En Cisjordanie occupée, la situation s’est également détériorée. Depuis le début de l’escalade régionale, les incursions militaires, les violences de colons et les incidents meurtriers se sont multipliés, tandis que les checkpoints et les restrictions de circulation isolent de plus en plus les villages et villes palestiniens les uns des autres. Ces restrictions créent une peur de chercher des soins médicaux et provoquent des retards dangereux dans l’accès aux soins, avec de graves conséquences pour les patients souffrant de maladies chroniques ou de besoins médicaux urgents.
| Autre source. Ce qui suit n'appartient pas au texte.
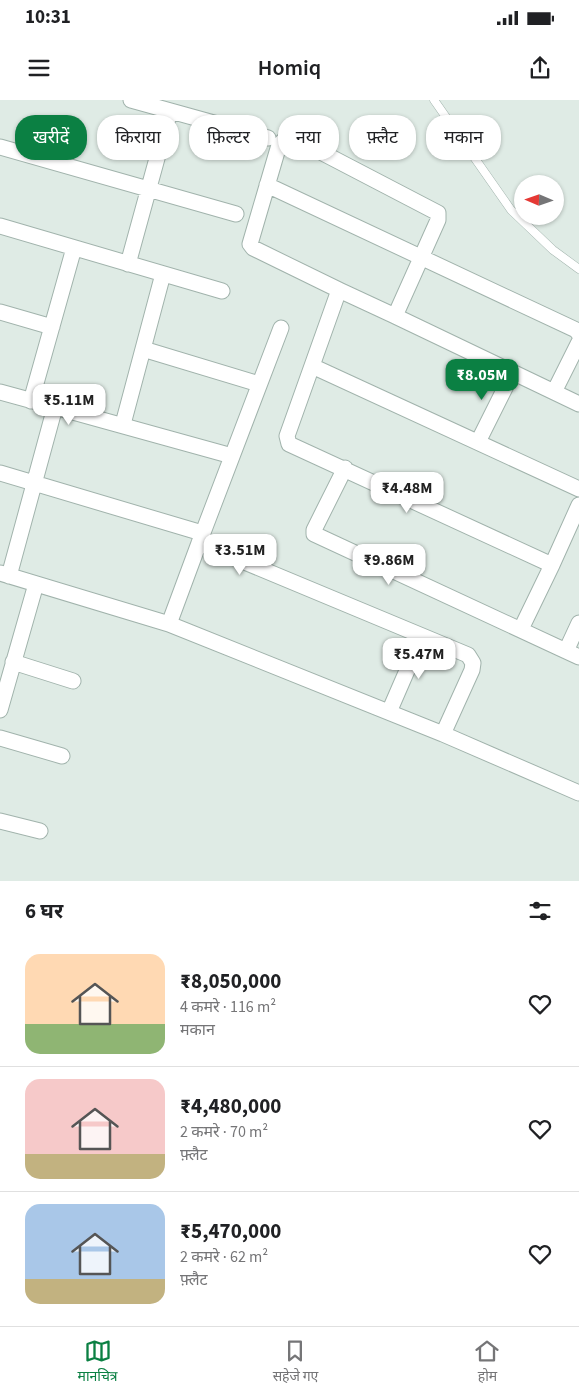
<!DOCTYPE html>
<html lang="hi">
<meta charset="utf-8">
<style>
:root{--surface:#fff;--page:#f6f6f6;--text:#202124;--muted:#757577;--line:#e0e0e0;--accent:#0b8043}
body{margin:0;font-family:"Source Sans 3","Noto Sans Devanagari",sans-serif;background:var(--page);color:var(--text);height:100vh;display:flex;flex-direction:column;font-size:19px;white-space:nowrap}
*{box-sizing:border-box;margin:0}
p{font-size:16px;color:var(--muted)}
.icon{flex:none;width:28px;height:28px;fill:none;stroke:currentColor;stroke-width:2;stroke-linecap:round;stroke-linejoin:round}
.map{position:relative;height:781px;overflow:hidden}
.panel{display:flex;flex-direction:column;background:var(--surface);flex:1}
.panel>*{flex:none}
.banner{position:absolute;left:15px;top:15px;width:550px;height:45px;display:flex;gap:10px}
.needle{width:32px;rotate:272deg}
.fabs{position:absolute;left:514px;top:75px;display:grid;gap:10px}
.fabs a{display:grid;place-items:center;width:50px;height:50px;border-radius:50%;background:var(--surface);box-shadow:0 1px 4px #0004;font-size:25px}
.price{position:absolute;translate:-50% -42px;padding:0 11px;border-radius:10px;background:#fff;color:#222;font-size:16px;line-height:32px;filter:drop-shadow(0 1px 2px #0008)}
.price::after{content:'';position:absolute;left:50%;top:30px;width:15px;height:11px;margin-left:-8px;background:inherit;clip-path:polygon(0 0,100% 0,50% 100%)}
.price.selected{background:var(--accent);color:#fff}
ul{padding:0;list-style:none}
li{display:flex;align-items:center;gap:15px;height:125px;padding:0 25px}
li+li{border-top:1px solid var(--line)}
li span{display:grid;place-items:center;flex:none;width:140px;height:100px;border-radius:15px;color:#555}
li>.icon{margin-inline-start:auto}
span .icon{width:60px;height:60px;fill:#fffc;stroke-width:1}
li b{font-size:21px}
h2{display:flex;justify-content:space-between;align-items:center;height:60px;padding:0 25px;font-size:21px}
.pill{padding:0 18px;border-radius:20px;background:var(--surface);box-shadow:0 1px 4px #0004;font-size:18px;line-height:45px}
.pill.selected{background:var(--accent);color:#fff}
.status{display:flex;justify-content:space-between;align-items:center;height:35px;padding:0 25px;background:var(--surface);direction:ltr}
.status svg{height:14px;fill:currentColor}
header{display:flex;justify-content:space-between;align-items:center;height:65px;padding:0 25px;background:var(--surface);font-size:22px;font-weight:600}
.tabs{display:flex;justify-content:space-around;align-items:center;height:70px;border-top:1px solid var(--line);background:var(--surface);font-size:14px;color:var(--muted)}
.tabs a{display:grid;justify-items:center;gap:2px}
.tabs .selected{color:var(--accent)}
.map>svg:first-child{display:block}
</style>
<div class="status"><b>10:31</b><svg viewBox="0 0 49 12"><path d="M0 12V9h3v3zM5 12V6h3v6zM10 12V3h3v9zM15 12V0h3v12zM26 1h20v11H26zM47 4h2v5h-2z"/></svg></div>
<header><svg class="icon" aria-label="menu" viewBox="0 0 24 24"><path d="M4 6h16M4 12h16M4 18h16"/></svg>Homiq<svg class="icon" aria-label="share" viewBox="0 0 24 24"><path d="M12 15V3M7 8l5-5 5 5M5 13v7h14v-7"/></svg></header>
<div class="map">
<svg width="579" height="781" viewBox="0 0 579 781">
<rect width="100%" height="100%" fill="#dfebe5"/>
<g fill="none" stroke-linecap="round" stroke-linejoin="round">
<defs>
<path id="service" d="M434 0 511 110 553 150 579 169"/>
<path id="minor" d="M131 0 268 38
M0 47 236 114
M267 85 576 230 579 234
M0 126 222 191
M128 164 170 11
M339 190 395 216 438 120V113L294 38 285 39 279 45 250 144 253 148 339 190 287 336 289 344 552 465 579 405
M0 212 52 227
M395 216 579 304
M281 228 199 443 468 555 473 563 472 570 443 634
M143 249 259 284
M312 266 579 389
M0 292 55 307
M554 292 579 242
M31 301 74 148
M123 324 163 174
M478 342 513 272
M345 368 314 430V434L566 551
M0 373 202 433
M0 473 169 524 443 634 579 693
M9 476 55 307 232 356
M579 523 566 551 579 557
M169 524 199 443
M521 529 552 465
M13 562 73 581
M0 610 36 484
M389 612 422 536
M0 638 62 656
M0 721 40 731"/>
</defs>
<!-- service casing -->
<use href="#service" stroke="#a1b3ac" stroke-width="9"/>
<!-- minor casing -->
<use href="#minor" stroke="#a1b3ac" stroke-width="17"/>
<!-- service -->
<use href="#service" stroke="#fff" stroke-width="8"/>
<!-- minor -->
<use href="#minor" stroke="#fff" stroke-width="15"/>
</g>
</svg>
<div class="fabs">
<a><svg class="needle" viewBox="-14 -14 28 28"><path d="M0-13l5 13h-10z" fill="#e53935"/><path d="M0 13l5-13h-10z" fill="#757577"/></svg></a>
</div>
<b class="price selected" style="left:482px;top:301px">₹8.05M</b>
<b class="price" style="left:69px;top:326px">₹5.11M</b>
<b class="price" style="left:407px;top:414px">₹4.48M</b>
<b class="price" style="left:240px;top:476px">₹3.51M</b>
<b class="price" style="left:389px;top:486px">₹9.86M</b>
<b class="price" style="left:419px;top:580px">₹5.47M</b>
<div class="banner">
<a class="pill selected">खरीदें</a>
<a class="pill">किराया</a>
<a class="pill">फ़िल्टर</a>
<a class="pill">नया</a>
<a class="pill">फ़्लैट</a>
<a class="pill">मकान</a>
</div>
</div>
<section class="panel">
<h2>6 घर<svg class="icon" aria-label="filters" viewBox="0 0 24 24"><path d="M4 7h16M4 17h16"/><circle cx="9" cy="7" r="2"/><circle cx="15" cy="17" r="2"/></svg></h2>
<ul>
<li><span style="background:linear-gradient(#ffd9b3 70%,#8fb573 0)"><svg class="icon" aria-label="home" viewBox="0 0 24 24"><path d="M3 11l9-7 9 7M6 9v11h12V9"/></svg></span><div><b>₹8,050,000</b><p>4 कमरे · 116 m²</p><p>मकान</p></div><svg class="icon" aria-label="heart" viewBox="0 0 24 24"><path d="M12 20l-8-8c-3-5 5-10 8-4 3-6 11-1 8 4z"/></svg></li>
<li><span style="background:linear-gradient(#f6c9c9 75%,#c2b280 0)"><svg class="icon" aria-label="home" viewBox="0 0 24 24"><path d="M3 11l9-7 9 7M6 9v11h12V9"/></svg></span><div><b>₹4,480,000</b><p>2 कमरे · 70 m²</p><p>फ़्लैट</p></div><svg class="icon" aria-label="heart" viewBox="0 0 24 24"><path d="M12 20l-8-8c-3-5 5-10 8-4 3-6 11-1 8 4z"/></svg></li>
<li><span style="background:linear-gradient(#a9c7e8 75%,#c2b280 0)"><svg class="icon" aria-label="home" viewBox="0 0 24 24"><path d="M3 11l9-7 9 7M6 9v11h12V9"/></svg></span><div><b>₹5,470,000</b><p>2 कमरे · 62 m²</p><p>फ़्लैट</p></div><svg class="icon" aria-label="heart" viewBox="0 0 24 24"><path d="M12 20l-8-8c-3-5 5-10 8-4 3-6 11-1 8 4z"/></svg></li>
</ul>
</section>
<nav class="tabs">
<a class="selected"><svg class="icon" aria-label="map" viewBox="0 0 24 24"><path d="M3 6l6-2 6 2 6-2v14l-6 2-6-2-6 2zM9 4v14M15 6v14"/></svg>मानचित्र</a>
<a><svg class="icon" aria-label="saved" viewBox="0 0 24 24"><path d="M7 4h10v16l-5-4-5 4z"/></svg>सहेजे गए</a>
<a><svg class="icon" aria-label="home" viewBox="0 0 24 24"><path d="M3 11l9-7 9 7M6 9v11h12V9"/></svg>होम</a>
</nav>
Autres contextes touchés dans la région

Les conséquences de la guerre régionale vont au-delà de l’Iran, du Liban et de la Palestine. En Syrie, où la situation sécuritaire reste très fragile, les personnes revenant du Liban sont confrontées à d’importantes pénuries d’abris, de nourriture, de soins médicaux et de protection. Parallèlement, MSF constate des retards croissants dans la livraison de médicaments essentiels en raison des perturbations logistiques régionales.

En Jordanie, la situation sécuritaire est restée relativement stable depuis le cessez-le-feu, avec le rétablissement des liaisons aériennes. Toutefois, l’impact du conflit reste perceptible, notamment à travers la reprise très limitée des évacuations médicales depuis Gaza, qui ne concernent qu’un petit nombre de patients.

Au Yémen et en Somalie, les opérations de MSF sont de plus en plus affectées par les conséquences indirectes de la crise régionale. La hausse des coûts du carburant et du fret, les perturbations des routes d’approvisionnement et l’incertitude logistique croissante exercent une pression supplémentaire sur des programmes médicaux déjà fragilisés par des années de conflit et de pauvreté.

Dans toute la région, les équipes de MSF adaptent continuellement leurs opérations afin de continuer à fournir des soins dans un contexte extrêmement imprévisible et évolutif, tout en se préparant à une éventuelle nouvelle escalade.